Parnell told The Associated Press his administration has helped to build a “solid foundation” of opportunity for the state, “and it’s now time to frame in that opportunity and make it more lasting for Alaskans.”
Parnell will seek to hold on to the office he’s held since July 2009. He’s coming off a legislative session in which he scored some major political wins, including passage of a controversial oil tax cut aimed at spurring North Slope investment and production.
The announcement comes with the 2014 primaries more than a year away. Attorney Bill Walker has already announced plans to seek the GOP nomination for governor. He came in second toParnell in the 2010 gubernatorial primary.
Parnell’s announced his decision at a Republican women’s event in Fairbanks, putting to rest speculation that he would seek to challenge first-term Democratic U.S. Sen. Mark Begich. Fellow Republicans Joe Miller and Lt. Gov. Mead Treadwell have already said they are considering a run against Begich.
Parnell said he considered the race seriously, adding his belief that the federal government “is in deep need of a different direction.”
“But I felt I could be more effective for Alaskans as their governor at this point in time and in the years ahead, rather than pursuing that,” he said.
During the last legislative session — “the most productive in decades,” Parnell said — lawmakers passed a number of bills deemed priorities by the administration, including the oil tax cut and a plan aimed at bringing natural gas to parts of Interior Alaska suffering from high energy costs.
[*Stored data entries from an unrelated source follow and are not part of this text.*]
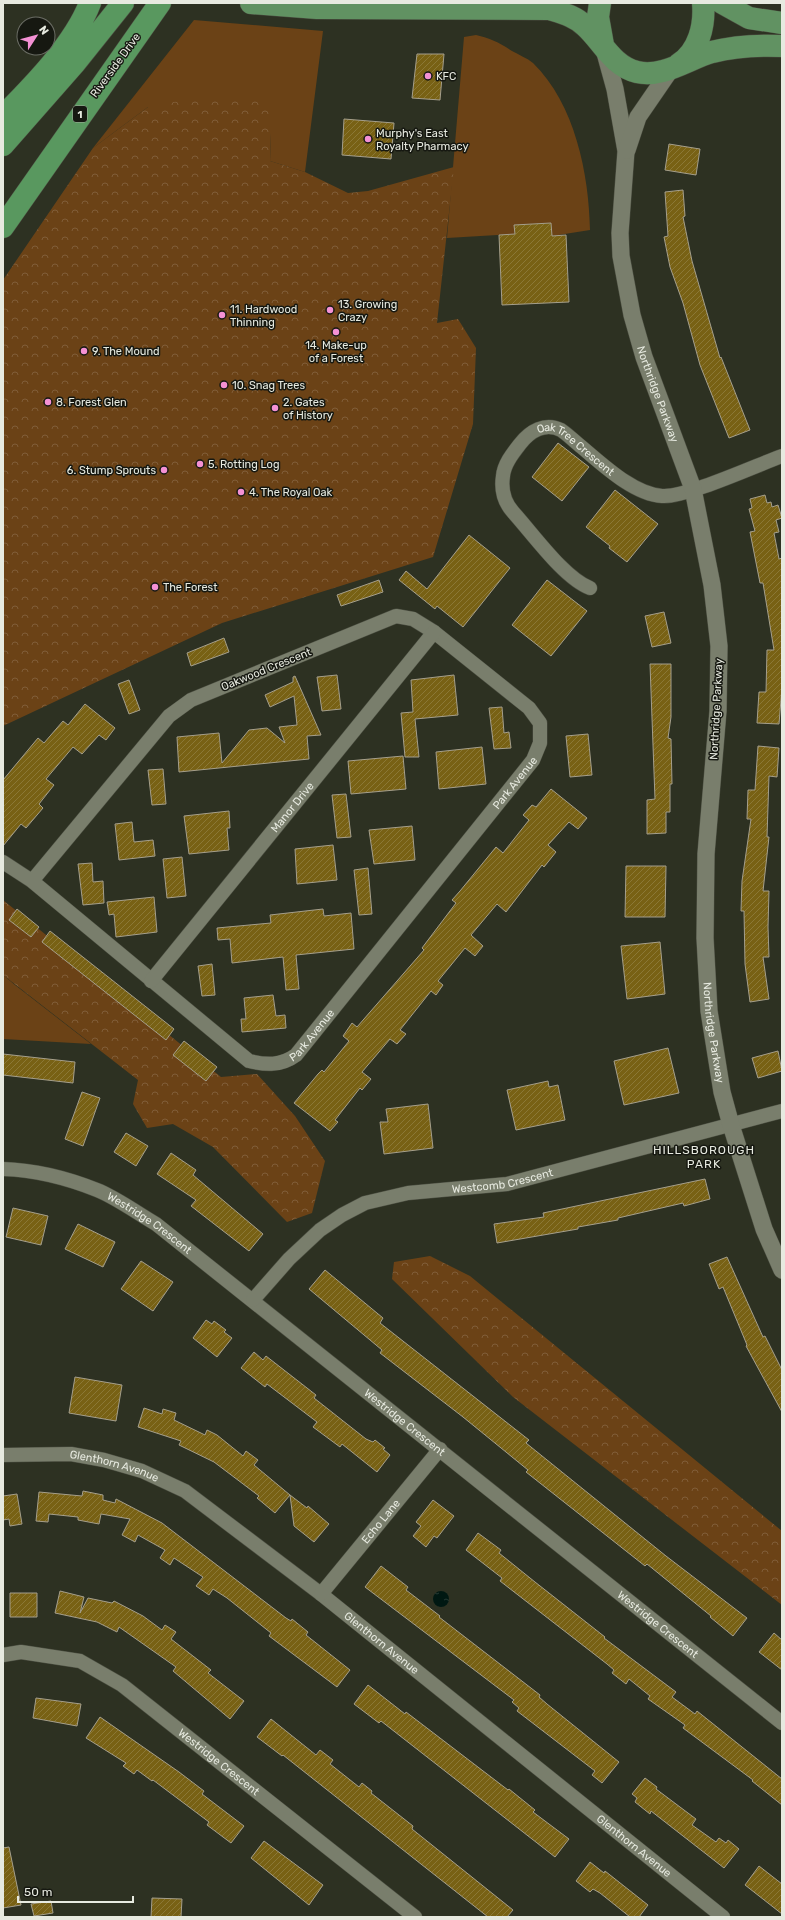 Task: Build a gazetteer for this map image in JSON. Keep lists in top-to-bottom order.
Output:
{
  "streets": {
    "highway": ["Riverside Drive", "1"],
    "street": [
      "Northridge Parkway",
      "Oak Tree Crescent",
      "Oakwood Crescent",
      "Park Avenue",
      "Manor Drive",
      "Westcomb Crescent",
      "Westridge Crescent",
      "Glenthorn Avenue",
      "Echo Lane"
    ]
  },
  "crossings": [
    ["Northridge Parkway", "Oak Tree Crescent"],
    ["Northridge Parkway", "Westcomb Crescent"],
    ["Oakwood Crescent", "Park Avenue"],
    ["Oakwood Crescent", "Manor Drive"],
    ["Park Avenue", "Manor Drive"],
    ["Westcomb Crescent", "Westridge Crescent"],
    ["Westridge Crescent", "Echo Lane"],
    ["Glenthorn Avenue", "Echo Lane"]
  ],
  "districts": ["HILLSBOROUGH PARK"],
  "places": [
    "KFC",
    "Murphy's East Royalty Pharmacy",
    "13. Growing Crazy",
    "11. Hardwood Thinning",
    "14. Make-up of a Forest",
    "9. The Mound",
    "10. Snag Trees",
    "8. Forest Glen",
    "2. Gates of History",
    "5. Rotting Log",
    "6. Stump Sprouts",
    "4. The Royal Oak",
    "The Forest"
  ],
  "scale_bar": "50 m",
  "north": "top right"
}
Parnell points, too, to continued efforts to make progress on a major natural gas pipeline project. Parnell has set a series of benchmarks for progress on the long-hoped-for line, all of which have been met so far.
“We’ve got a large-diameter gas line to build. We’ve got a liquefaction plant and natural gas distribution system to get built in the Interior. We’ve got a Susitna-Watana project to get firmly launched,” he said in an interview. “We’ve improved high school graduation rates, but we’ve got plenty of work there to get to our 90 percent graduation rate goal. We’ve got a five-year plan of fiscal restraint to follow through on, and yes, we’ve got still a lot of children who need leadership in this state to keep them safe in their homes.
“I think we’ve got a lot more work to do,” he said. “I think Alaskans trust this administration. I think they know what they can expect, that we will continue to look out for them, and I want to do that.”
Parnell, 50, inherited the governor’s office in 2009, when he was lieutenant governor and Gov. Sarah Palin resigned during her first term. He won election to the office in his own right in 2010.
During his tenure, Parnell’s legislative agenda has focused, in part, on family and fiscal issues. He championed efforts to crack down on domestic violence and sexual assault in the state, and he made record budget cuts in 2011 after legislators failed to keep to a spending limit he had proposed as financially responsible. He has been an outspoken supporter of a state-funded scholarship program that he sees as key to helping raise expectations for students and changing Alaska’s public education system.
Perhaps his biggest win came just weeks ago, with passage of a tax cut on oil companies. Parnell had proposed changes of some kind to the tax system since 2010, his first legislative session as governor. His victory this year came months after Republicans seized control of the Senate from a bipartisan coalition.
There is a citizens’ effort under way to try to repeal the tax cut, which critics believe will be disastrous for the state’s budget.
Parnell is an attorney and former state legislator who, in-between stints in public service, worked for ConocoPhillips. In 2008, he challenged U.S. Rep. Don Young in a three-way race for the Republican nomination for U.S. House, coming in a close second.